> [EXERCISE PROMPT]: Below are records; how many of their lines hold the string "what"? Reply with nothing but the number.

>>>>>

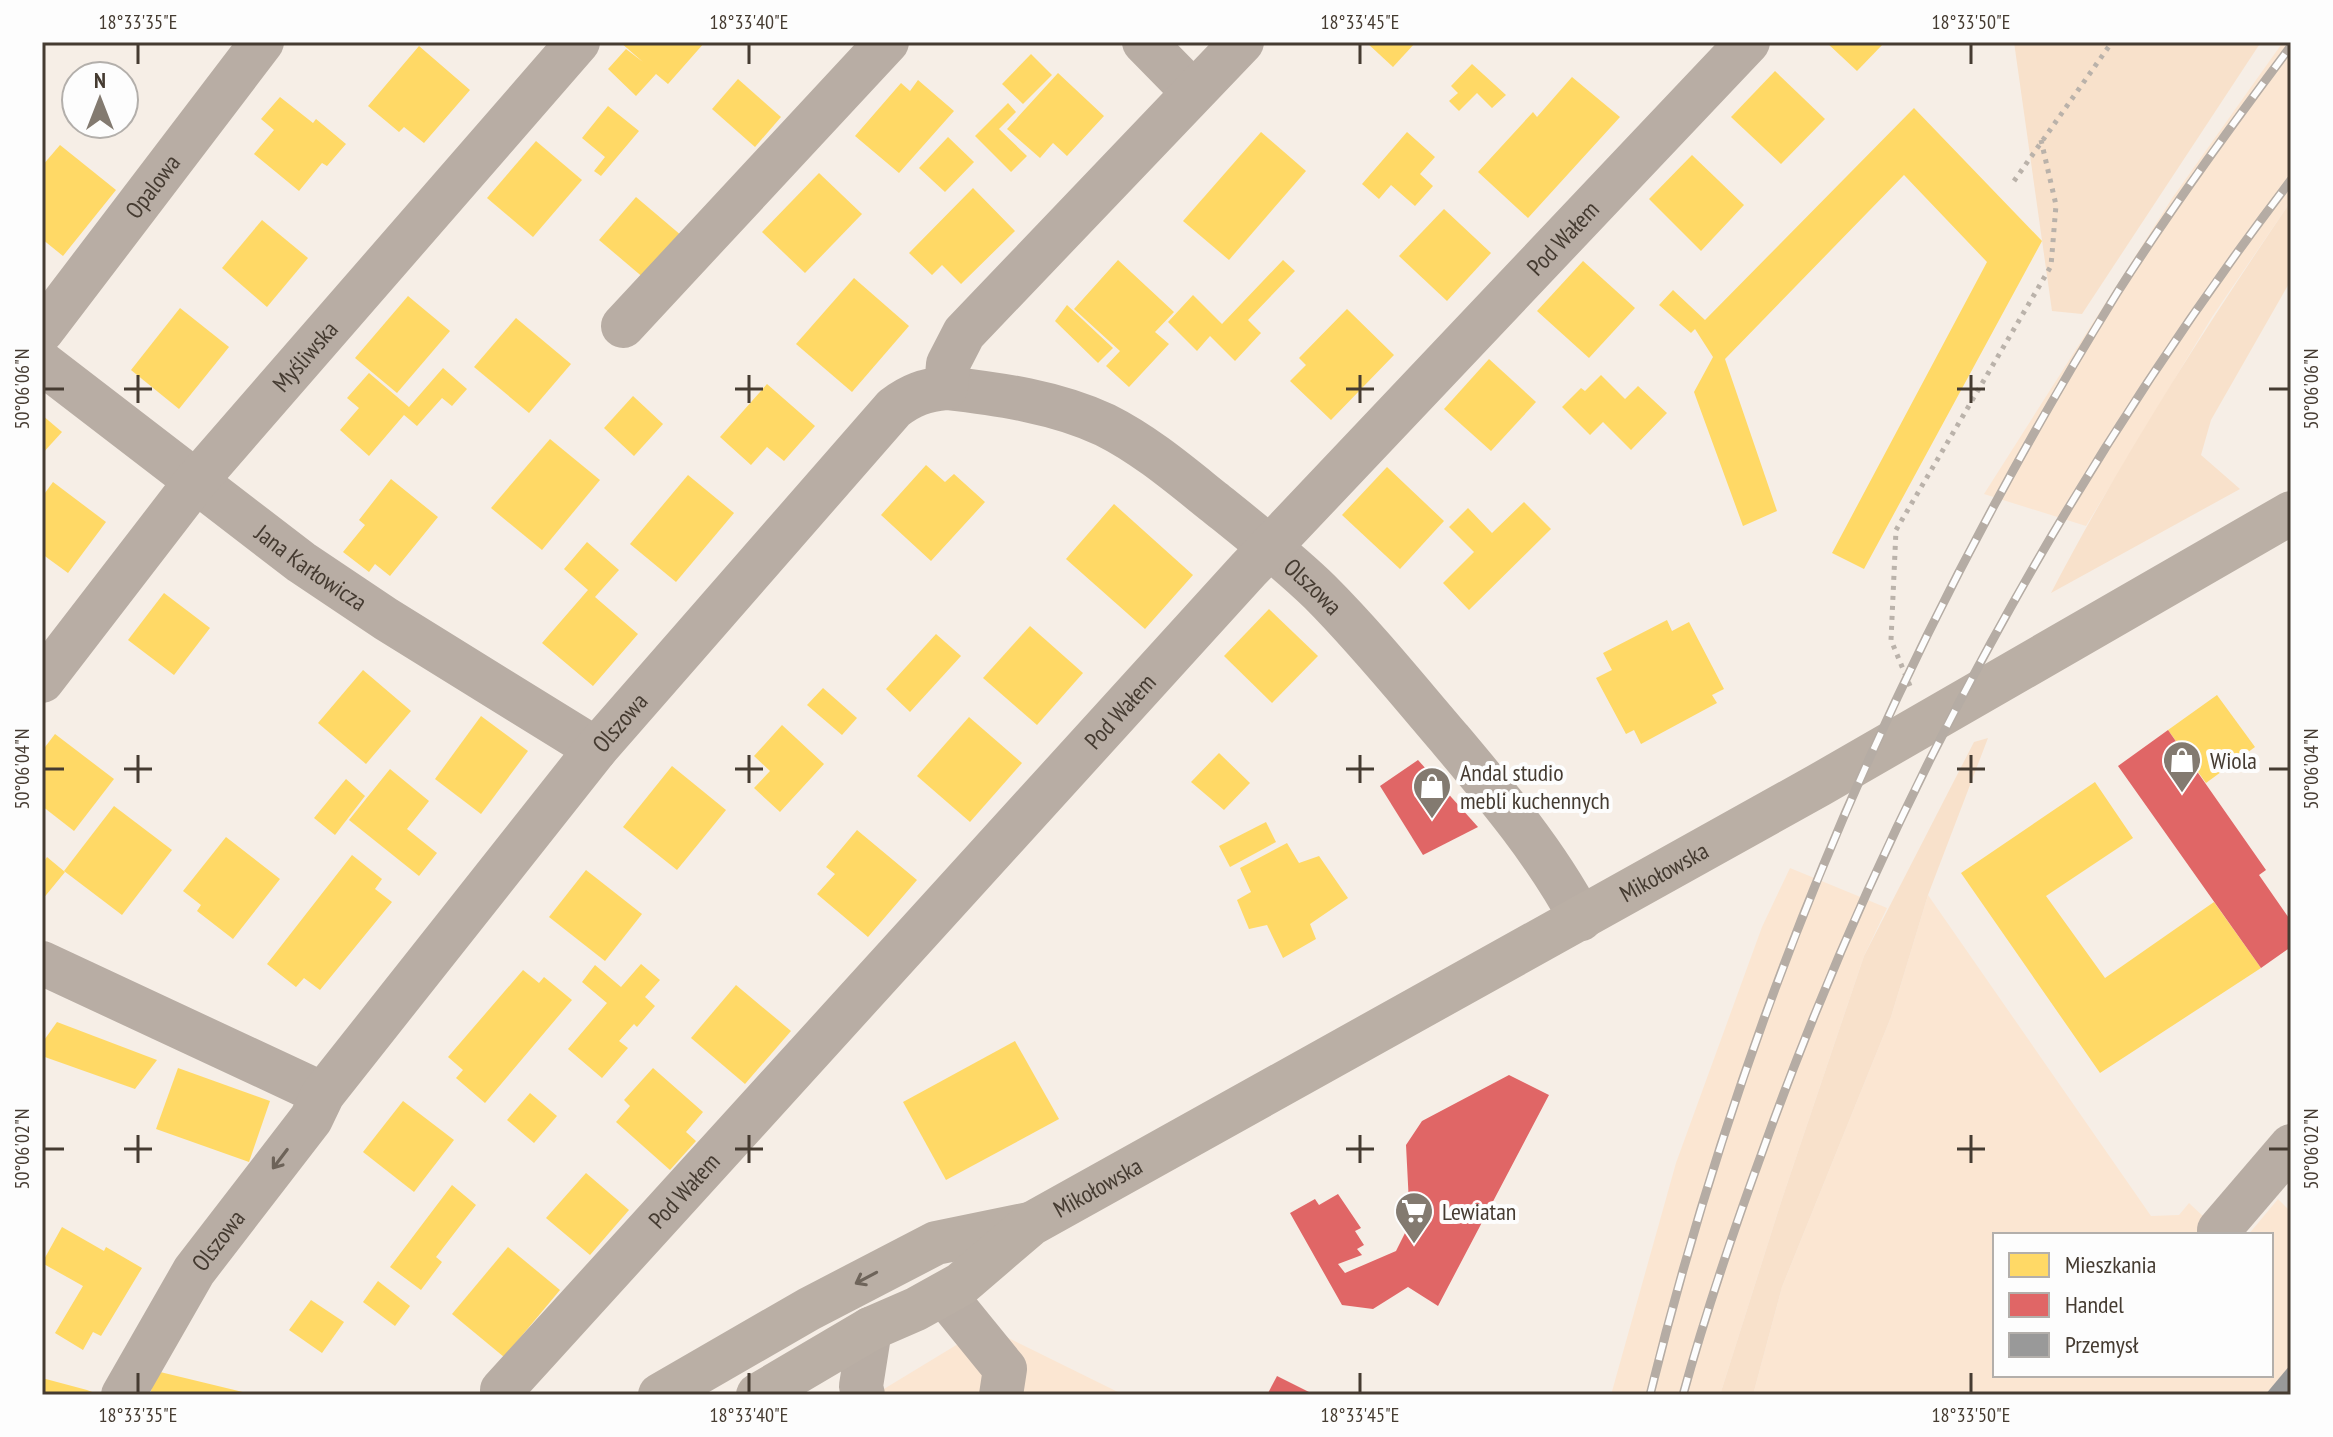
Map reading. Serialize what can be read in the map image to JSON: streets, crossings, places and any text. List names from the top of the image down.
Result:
{
  "streets": {
    "main road": ["Mikołowska"],
    "street": [
      "Opalowa",
      "Pod Wałem",
      "Myśliwska",
      "Jana Karłowicza",
      "Olszowa"
    ]
  },
  "crossings": [
    ["Pod Wałem", "Olszowa"],
    ["Myśliwska", "Jana Karłowicza"],
    ["Jana Karłowicza", "Olszowa"],
    ["Olszowa", "Mikołowska"]
  ],
  "places": {
    "shop": ["Wiola", "Andal studio mebli kuchennych"],
    "supermarket": ["Lewiatan"]
  },
  "legend": ["Mieszkania", "Handel", "Przemysł"],
  "north": "top",
  "coordinates": [
    "18°33'35\"E",
    "18°33'40\"E",
    "18°33'45\"E",
    "18°33'50\"E",
    "50°06'06\"N",
    "50°06'04\"N",
    "50°06'02\"N"
  ]
}
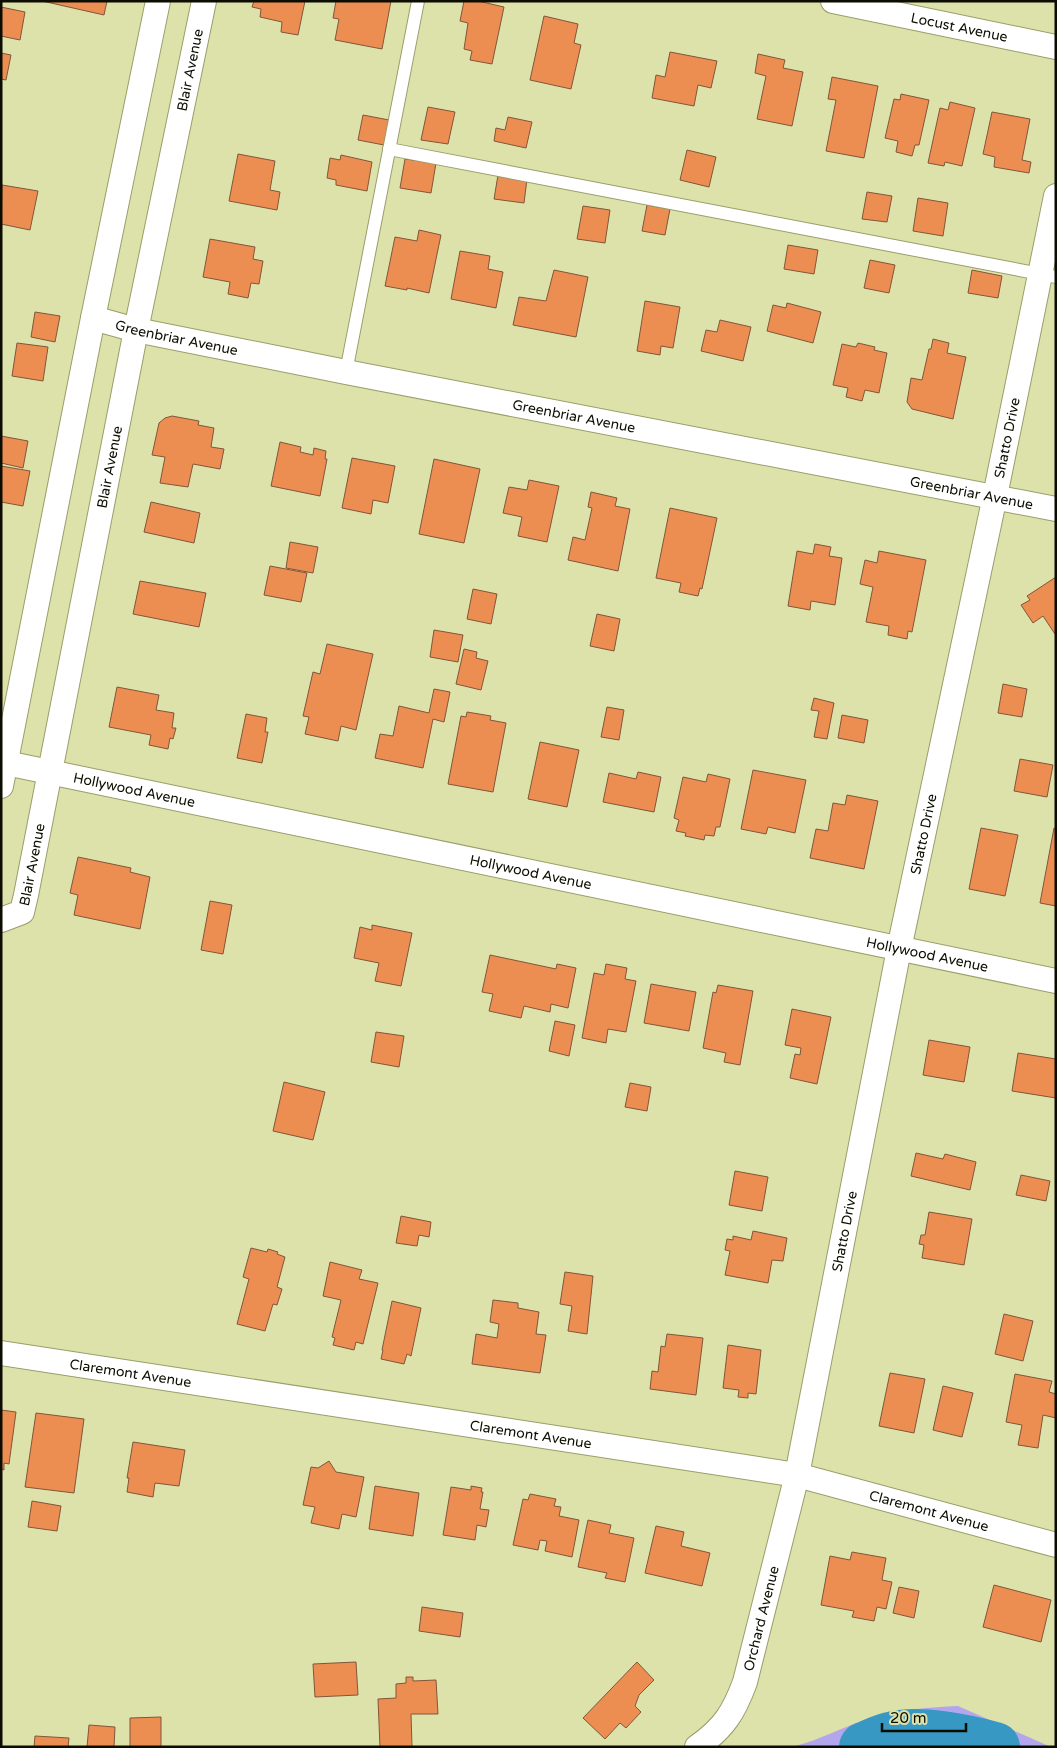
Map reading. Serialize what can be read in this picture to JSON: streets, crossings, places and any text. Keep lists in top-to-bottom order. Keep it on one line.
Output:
{"streets":{"street":["Locust Avenue","Blair Avenue","Greenbriar Avenue","Shatto Drive","Hollywood Avenue","Claremont Avenue","Orchard Avenue"]},"crossings":[["Blair Avenue","Greenbriar Avenue"],["Blair Avenue","Hollywood Avenue"],["Greenbriar Avenue","Shatto Drive"],["Shatto Drive","Hollywood Avenue"],["Shatto Drive","Claremont Avenue"],["Shatto Drive","Orchard Avenue"],["Claremont Avenue","Orchard Avenue"]],"scale_bar":"20 m"}
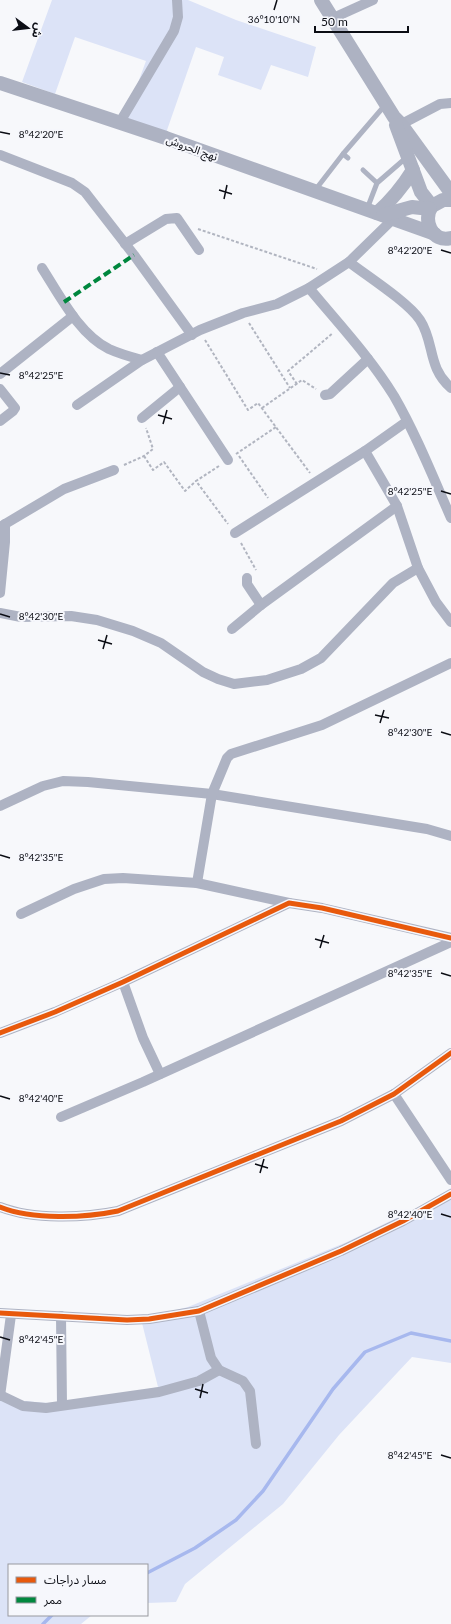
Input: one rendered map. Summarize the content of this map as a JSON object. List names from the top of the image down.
{
  "streets": {
    "street": ["نهج الحروش"]
  },
  "legend": ["مسار دراجات", "ممر"],
  "scale_bar": "50 m",
  "north": "right",
  "coordinates": [
    "36°10'10\"N",
    "8°42'20\"E",
    "8°42'25\"E",
    "8°42'30\"E",
    "8°42'35\"E",
    "8°42'40\"E",
    "8°42'45\"E"
  ]
}
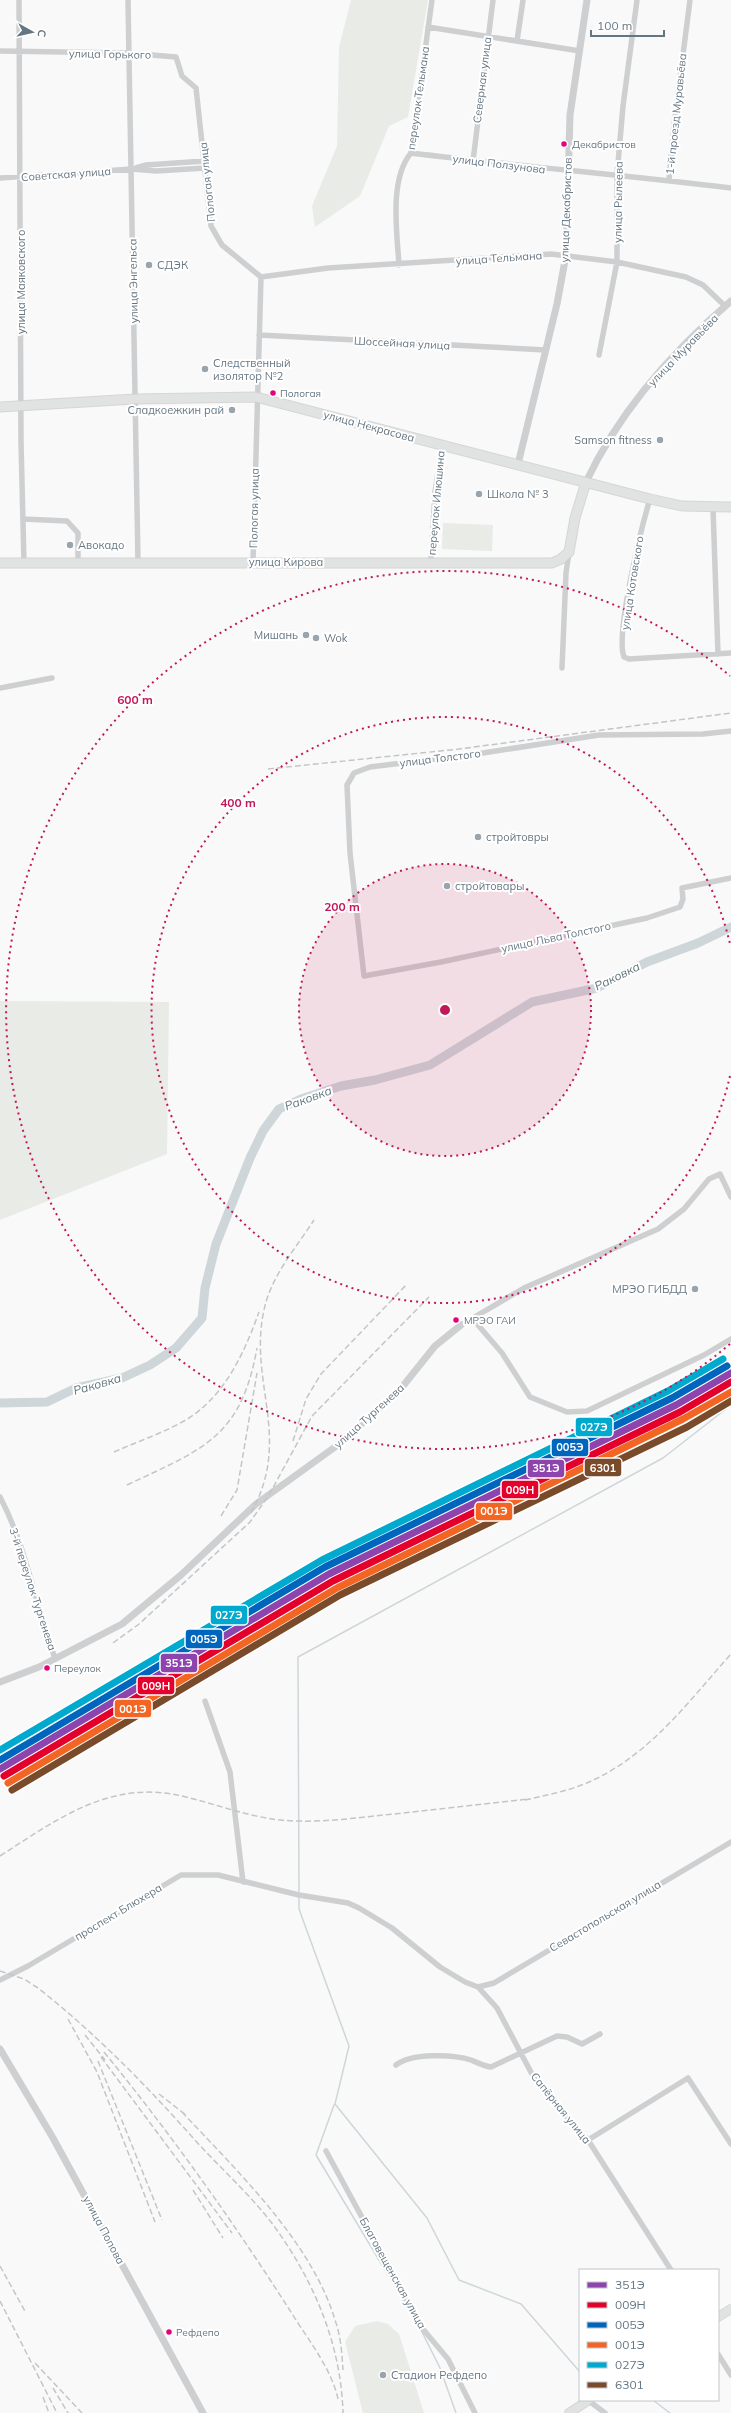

<<<<<

> [COMPLETED TASK]: 2